343 Industries streicht die Assassinations aus Halo Infinite, um Spielern ein Nachteil im Gameplay zu ersparen.

Wenn ihr Teil der Halo-Insider seid und am Tech-Test teilgenommen habt, dann ist euch vielleicht aufgefallen, dass ihr keine Assassinations ausführen konntet. Also diese coolen Moves bei denen ihr in die Third-Person-Perspektive wechselt, um euren Gegner stilvoll auszuschalten, wenn ihr ihn von hinten angreift. Dieses Feature wurde von Entwickler 343 Industries aus dem Game genommen.

Warum wurden die Assassinations entfernt? Bereits in einem Livestream Ende Juli bestätigte der Entwickler, dass es keine Assassinations im kommenden Sci-Fi-Shooter geben wird.
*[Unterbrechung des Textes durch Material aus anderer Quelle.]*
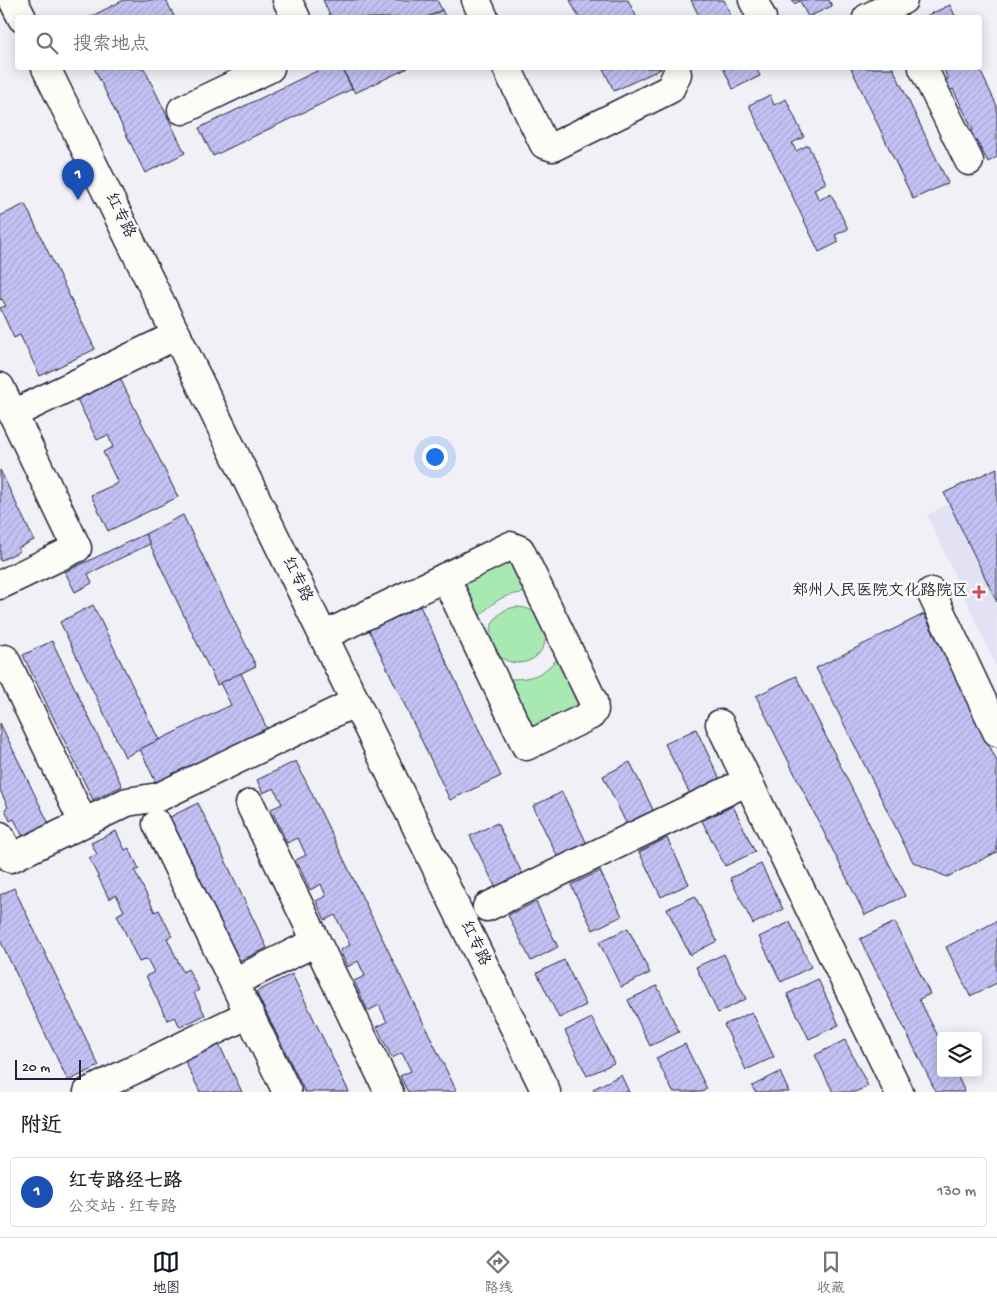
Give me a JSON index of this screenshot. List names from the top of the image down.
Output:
{
  "streets": {
    "street": ["红专路"]
  },
  "places": {
    "health": ["郑州人民医院文化路院区"]
  },
  "scale_bar": "20 m",
  "page": {
    "search": "搜索地点",
    "pins": "1",
    "scale": "20 m",
    "heading": "附近",
    "list": [
      {
        "mark": "1",
        "name": "红专路经七路",
        "note": "公交站 · 红专路",
        "value": "130 m"
      }
    ],
    "nav": ["地图", "路线", "收藏"]
  }
}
Lange war dieses Feature ein fester Bestandteil des Halo-Franchise und wurde von 343 Industries "wirklich geliebt".

Wegen der Zeitfresserei der Animationen geht das Team nun jedoch "einen Schritt zurück" und wird die Assassinations erst dann wieder einführen, wenn es sich "wirklich sinnvoll anfühlt, damit sie immer ein zugängliches Werkzeug sind".

Senior Mission Designer Tom French sagte im Stream, dass das Feature zum Start von Halo Infinite nicht dabei sein werde. "Wir lieben Assassinations wirklich sehr... aber in vielen Levels schalten die Leute sie einfach ab, weil es einen Nachteil für das Gameplay darstellt."

Weniger epische sportliche Betätigung für Master Chief - mehr Zeit für euch.

Bei einer Dateigröße von fast 100 GB auf der Xbox - so zumindest ein Leak - und der damit verbundenen Menge an Inhalten, ist es vielleicht gar nicht so blöd, sich ein wenig Zeit sparen zu können.

In der Test-Phase, die bis zum 2. August spielbar war, konnten Halo-Insider primär die Bots des Shooters testen. Darunter auch die schwierigen ODST-Bots, die erst gegen Ende der Tech-Demo eingeführt wurden.

343 Industries sammelte bei dieser Gelegenheit Daten zu den Schwächen der Bots und der Performance des Spiels allgemein. Da es das erste Halo mit Bot-Kämpfen ist, will der Entwickler natürlich genügend Informationen sammeln, um die künstlichen Gegner nicht zu schwach, aber auch nicht zu stark in die Schlacht zu schicken - denn immerhin scheint das Spiel nur einen sehr schwachen Aim-Assist zu besitzen.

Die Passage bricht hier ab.